Bir arkadaşım da bundan 30 yıl önce tercüman olarak Çin'e gitmişti. Üç gün üst üste ziyaret ettikleri bir fabrika müdürünün üzerinde aynı şort ve aynı tişort olduğunu, müdürün sözleriyle alacak oldukları mallar için pazarlık yapamayacağını ne fiyat verirlerse onu kabul edeceğini çünkü işçilerin yemeğe ihtiyaçları olduğunu söylemişti.
30 yıl önce bu ülke böyle açlık ile boğuşuyordu. Şanghay'da tanıştığım bir İngiliz, ''Buraya on yıl önce gelmiştim, herkes çok zayıftı ama şimdi o kadar şişman Çinliyi görünce şaşırdım'' dedi. Demek ki artık böyle bir problemleri kalmamış. Ben de çok sayıda, obez olmasa da, şişman Çinli gördüm. Aşağıdaki fotoğrafta İngiliz aile ile.
O günden bu güne Çinlilerin yaşamlarında çok büyük gelişme olmuş, restoranda gördüğüm yemek yiyen Çinlilerin masalarının üzeri yiyemeyecekleri kadar yemeklerle doluydu.
Demek ki ülkesi için çalışan, sadece kendilerinin ve çevresinin cebini düşünmeyen, gerçek vatanseverlerden oluşan yönetimlerle bu iş böyle oluyormuş. Başka Komünizm ile yönetilen ülkelerde de bulundum ama bu kadar gelişmiş başka Komünist ülke görmedim doğrusu.
Gençliğimde Mao Zeung'u sever onun politikalarına destek olarak Türkiye'ye uygulanmasını isterdim, tam bilmesemde ne doğru bir tercih yapıyormuşum aslında. )))
Çin'de halen Komünist Parti iktidarda. Bir rehberime siyasi iktidardan memnun olup olmadıklarını sordum, orada halkın günü bizdeki gibi siyasetle yatıp kalkmakla geçmiyormuş, halkın derdi daha çok para kazanmak ve daha iyi yaşamak mücadelesiymiş. İktidara alternatif başka siyasi partinin olup olmadığını sorduğumda, 26 siyasi parti olduğunu ama bunlar iktidara alternatif olacak partiler olmadığını ve sadece yerel yönetim seçimlerine girdiklerini söyledi.
Ama bu gelişimin Mao Zedung'dan (Daha fazla bilgi için; bakınız; https://tr.wikipedia.org/wiki/Mao_Zedong) sonra gelen 1972 - 1992 yılları arası Başkan Deng Şiaoping döneminden sonra başladığını belirtti rehberim.

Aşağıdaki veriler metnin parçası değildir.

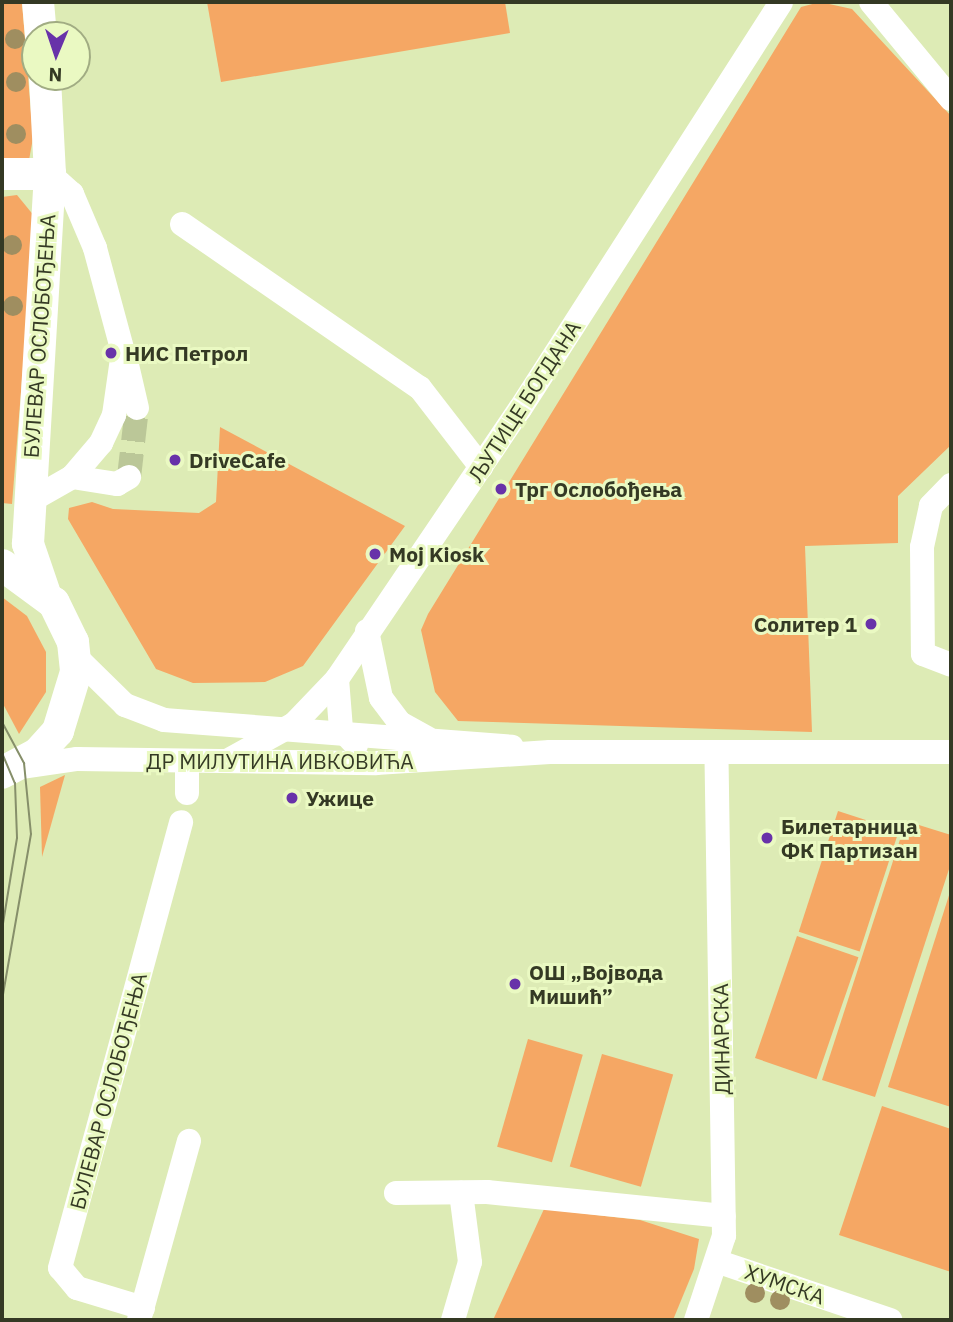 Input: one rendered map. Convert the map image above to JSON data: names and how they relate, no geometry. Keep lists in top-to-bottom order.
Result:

Ona da ülkeyi kapitalizme yönelttiği konusunda eleştiriler yapılmıştı o dönemde. (Daha fazla bilgi için; bakınız https://tr.wikipedia.org/wiki/Deng_%C5%9Eiaoping).
Gelelim yine seyahatimizle ilgili konulara;
Vize;
Çin son zamanlarda birçok ülkeye vizeyi kaldırmasına rağmen Türklere vize uyguluyor, hem de vize almak oldukça zor. Yalnız başınıza gitmek için vize almak çok zor, sadece oradan bir turizm firması aracılığıyla ve grup olarak vize veriyorlar. Bazı gezginler bireysel vize de alıyorlar ama ben yöntemini bilmiyorum. Sadece Yeşil Pasaport sahibi Türkler vizeden muaf. Benim de Yeşil Pasaportum olduğu için bir sıkıntı çekmedim, sadece pasaport polisi vizeniz nerede diye sordu, ben de özel pasaport olduğunu söyleyince özür diledi ve damgayı bastı.
Ulaşım;
Türkiye'den Çin'e THY'nın direkt uçuşları var, kaliteli ama pahalı çünkü yöneticiler ve danışman gibi torpillilere daha yüksek maaşı böylelikle verebiliyorlar. Ben Katar Havayollarıyla gitmeyi tercih ettim, hemen hemen THY'nin yarı fiyatına. Yol biraz daha uzun sürüyor ama Doha'da yapılacak uçak değişimi sırasında yerde biraz daha dinlenme fırsatı oluyor.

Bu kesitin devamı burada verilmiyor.